Do could only round up one of his four colleagues.

He gave them four days notice, for a crisis affecting nearly every county resident’s immediate quality of life.

And the majority of the Orange County Board of Supervisors scored a no show.

Part-time workers.

Unable to secure a quorum – and without cameras rolling – Do and Supervisor Shawn Nelson sat there last Monday afternoon on the public dais in a sad, public venting of their own frustrations in front of the press corps, bemoaning their board’s inability to convince local cities to accept hastily put together plans for homeless shelters.

Supervisors have officially tapped out.

They want a federal judge and the cities to figure out the homeless crisis themselves.

“Anybody that wants to stick their neck out for this issue is gonna have nothing to show for it but a cut-off head,” said Nelson at the meeting. “There’s no reward for even trying to get involved in this.”

As an example, Nelson pointed to Supervisor Lisa Bartlett, who initially opposed a rushed plan last week to put shelters in cities, such as Laguna Niguel, with no outreach or planning.

Bartlett switched her vote to a yes after a brief, confused afternoon dais discussion and her city leaders went nuclear.

Nelson characterized Bartlett’s actions as heroic.

“Lisa stuck her neck out and made a tough vote. She came within an inch of getting recalled. Why? Because she just acknowledges there’s a problem, and wants to participate in the discussion. And the response is ‘how dare you?’ ” Nelson said.

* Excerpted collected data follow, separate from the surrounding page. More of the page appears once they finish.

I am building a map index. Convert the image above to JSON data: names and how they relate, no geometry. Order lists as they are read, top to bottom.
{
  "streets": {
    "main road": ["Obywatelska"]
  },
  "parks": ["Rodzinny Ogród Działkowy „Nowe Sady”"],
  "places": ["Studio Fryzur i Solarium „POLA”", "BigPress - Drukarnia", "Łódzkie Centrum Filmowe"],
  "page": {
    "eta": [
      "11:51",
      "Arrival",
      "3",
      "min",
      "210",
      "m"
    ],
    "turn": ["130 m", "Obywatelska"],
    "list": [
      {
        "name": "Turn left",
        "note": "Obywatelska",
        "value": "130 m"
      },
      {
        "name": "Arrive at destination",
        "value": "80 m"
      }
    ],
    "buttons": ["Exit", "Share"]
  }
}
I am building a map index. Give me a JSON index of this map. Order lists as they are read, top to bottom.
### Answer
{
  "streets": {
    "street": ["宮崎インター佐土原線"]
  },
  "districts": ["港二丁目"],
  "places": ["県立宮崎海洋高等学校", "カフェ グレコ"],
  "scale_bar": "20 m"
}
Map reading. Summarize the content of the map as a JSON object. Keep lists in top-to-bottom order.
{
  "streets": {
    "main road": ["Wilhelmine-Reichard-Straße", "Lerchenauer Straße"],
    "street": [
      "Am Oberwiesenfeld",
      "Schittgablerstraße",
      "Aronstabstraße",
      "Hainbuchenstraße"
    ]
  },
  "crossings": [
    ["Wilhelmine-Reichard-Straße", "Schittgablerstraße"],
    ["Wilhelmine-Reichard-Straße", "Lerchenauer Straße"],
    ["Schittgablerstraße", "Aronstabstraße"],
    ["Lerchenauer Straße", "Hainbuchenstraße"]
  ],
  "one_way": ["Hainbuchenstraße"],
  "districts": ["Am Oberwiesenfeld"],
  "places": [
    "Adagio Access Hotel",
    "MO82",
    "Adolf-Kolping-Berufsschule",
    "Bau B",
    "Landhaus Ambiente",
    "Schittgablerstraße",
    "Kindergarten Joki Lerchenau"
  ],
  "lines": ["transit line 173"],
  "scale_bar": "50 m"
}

Yes, there is plenty of NIMBYISM in the reactions of many city leaders asked to shoulder homeless services.

But how can you blame city leaders, who are entrusted with protecting city resident’s quality of life, for having a lack of faith in a bunch of part-time county leaders who can’t fashion together credible strategies or build public consensus around any sort of policy lift beyond cheap, taxpayer-financed, election-year mailers advertising county pet fairs and fishing derbies.

City leaders know this band of part-time county supervisors are way too busy campaigning for their next office and won’t be around to deal with the consequences of their hasty planning efforts.

Consider the motel owners – who according to County CEO Frank Kim are likely to file claims – that participated in the county plan to house homeless in motels. Many apparently had rooms destroyed by people who weren’t ready for motel rooms on their own.

What about the county’s hoarding of hundreds of millions in federal and state dollars slated for tackling homelessness?

How are city leaders to have confidence in county supervisors who only work part-time hours.

Just like Monday’s missed hearing, these county leaders have been one big no show when it comes to big challenges.

U.S. District Judge David O. Carter, who is overseeing the federal lawsuit against the hasty eviction plan executed by the County of Orange of riverbed homeless, all but called out the county’s lackluster performance since landing in his court.

“This county has been in a crisis situation from the time the court got this case,” Carter said. “This county’s structure has been deplete, and I think only recently has there been a concerted and good faith effort to catch up with decades of neglect,” Carter said.

“Decades of neglect” is pretty strong language.

Again, part-time workers…

Now, lets do some math on what these part-timers cost taxpayers.

For these big political brains, we pay a nice annual salary of about $150,000.

Add to that a Cadillac health care package along with a government pension and a 401K plan.

Don’t forget the free cars and car allowance ($750 a month).

Now, that’s just the supervisors themselves.

On top of their benefit packages, taxpayers also get to fund massive office staffs – $1 million each district – for basically a bunch of campaign aides.

Now, lets consider supervisors’ effectiveness.

County supervisors used to meet every week. In LA County, board meetings extend out over three days each week with full hearings on issues.

Orange County supervisors cut their schedule in half in recent years, meeting on average about the same frequency as part-time city council members.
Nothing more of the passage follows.